Sgt. Jim Martin has been named the new inspector of the Port Alberni RCMP detachment. Martin is coming from Spruce Grove Alberta and will start in Alberni in either April or May. Martin replaces former inspector Gord Wellar, who retired in November 2011.

Compared to the past few years, coming to Port Alberni should be a breeze for newly appointed RCMP Inspector Jim Martin.

Martin, 44, is expected to join the Alberni detachment in April or May as its new commander. He replaces former Inspector Gord Wellar, who retired in November after serving as detachment commander for six years, and with the RCMP for 36 years.

Martin, a 22-year RCMP veteran is coming from the Spruce Grove-Stony Plain RCMP detachment in Alberta.

It will be a challenge to assume an officer in charge position in Alberni, but Martin has already been tempered by an unimaginable challenge.

He was the acting detachment commander when four RCMP officers were shot to death at a farm in Mayerthorpe, Alta. in 2005.

The four officers were executing a search warrant Martin had secured for the property when they were killed.
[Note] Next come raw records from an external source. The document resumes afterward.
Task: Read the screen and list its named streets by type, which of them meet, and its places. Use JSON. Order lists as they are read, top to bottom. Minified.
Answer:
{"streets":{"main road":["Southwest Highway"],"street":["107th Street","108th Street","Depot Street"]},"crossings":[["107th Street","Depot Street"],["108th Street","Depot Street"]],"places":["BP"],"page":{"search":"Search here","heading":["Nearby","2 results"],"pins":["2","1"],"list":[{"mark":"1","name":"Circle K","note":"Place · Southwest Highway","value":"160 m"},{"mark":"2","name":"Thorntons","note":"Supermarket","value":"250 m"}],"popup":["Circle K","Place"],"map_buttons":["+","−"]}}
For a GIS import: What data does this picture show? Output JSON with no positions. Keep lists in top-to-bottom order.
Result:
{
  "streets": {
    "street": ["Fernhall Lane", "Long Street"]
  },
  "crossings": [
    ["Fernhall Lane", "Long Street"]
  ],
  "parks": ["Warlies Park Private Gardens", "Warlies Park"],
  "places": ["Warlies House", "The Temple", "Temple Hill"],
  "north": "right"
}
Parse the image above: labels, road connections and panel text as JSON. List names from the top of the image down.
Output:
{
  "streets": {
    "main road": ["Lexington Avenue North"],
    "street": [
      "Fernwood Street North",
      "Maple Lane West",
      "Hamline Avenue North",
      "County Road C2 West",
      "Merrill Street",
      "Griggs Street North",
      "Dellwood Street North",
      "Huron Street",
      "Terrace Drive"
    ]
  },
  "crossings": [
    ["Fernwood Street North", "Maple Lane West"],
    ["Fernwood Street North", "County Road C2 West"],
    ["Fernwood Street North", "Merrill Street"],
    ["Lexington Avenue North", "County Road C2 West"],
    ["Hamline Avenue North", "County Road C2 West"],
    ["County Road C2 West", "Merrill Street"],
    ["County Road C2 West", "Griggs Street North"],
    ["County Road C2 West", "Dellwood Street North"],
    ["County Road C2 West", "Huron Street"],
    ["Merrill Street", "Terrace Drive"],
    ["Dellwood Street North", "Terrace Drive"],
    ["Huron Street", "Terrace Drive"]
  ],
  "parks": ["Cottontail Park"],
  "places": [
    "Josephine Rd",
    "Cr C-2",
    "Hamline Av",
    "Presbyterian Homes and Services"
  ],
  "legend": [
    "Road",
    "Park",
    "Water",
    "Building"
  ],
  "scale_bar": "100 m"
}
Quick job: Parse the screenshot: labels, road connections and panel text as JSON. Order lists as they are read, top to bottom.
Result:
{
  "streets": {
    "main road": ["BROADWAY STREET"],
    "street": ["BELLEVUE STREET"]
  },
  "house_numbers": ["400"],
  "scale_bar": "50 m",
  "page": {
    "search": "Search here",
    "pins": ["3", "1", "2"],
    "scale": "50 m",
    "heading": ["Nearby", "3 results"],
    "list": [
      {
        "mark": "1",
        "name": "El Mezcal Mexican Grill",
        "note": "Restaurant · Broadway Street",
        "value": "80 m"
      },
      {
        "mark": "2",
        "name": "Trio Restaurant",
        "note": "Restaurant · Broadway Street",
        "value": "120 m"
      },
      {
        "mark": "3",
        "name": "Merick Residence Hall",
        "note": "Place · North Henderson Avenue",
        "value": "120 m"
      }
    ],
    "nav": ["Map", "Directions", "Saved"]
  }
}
The suspect, James Roszko, who was wounded in a shootout with another officer, turned the gun on himself.

Martin would have been with the officers but was delayed by paperwork at his office and was enroute five minutes later when calls about the shooting came over the radio. He arrived to find his men dead.

Martin recalls the selflessness shown by fellow RCMP officers who arrived on the scene not knowing that Roszko was already dead.

“The suspect was heavily armed and four of my men were already dead, yet everyone who arrived on the scene put themselves in harm’s way to set up a perimeter around the scene,” Martin said.

“It was the worst day of my professional life, but after seeing that selflessness it was also the greatest day at the same time.”

Martin was interviewed by a municipal-aboriginal hiring board in Port Alberni in January and was notified of his successful application on Feb. 8.

The appointment is Martin’s first commission, and coming to the Island is actually a homecoming.

“I’m originally from Vancouver Island and grew up in Nanaimo so this is coming back for us,” the married father of four said.

Martin isn’t unfamiliar with Alberni. He spent his summers at Sproat Lake on the family’s lot at Tall Timbers.

Spruce Grove and Alberni are similar in that both are cities with extensive rural areas and large aboriginal populations. Presently, Martin works closely with the Enoch and Paul Band First Nations.

An avid outdoorsman, Martin looks forward to skiing on Mount Washington, as well as fishing, boating and hiking in the area.

“I live where it’s -40 Celsius and there’s lots of snow,” Martin said. “It will be nice to live on the Island and do stuff outside 365 days a year.”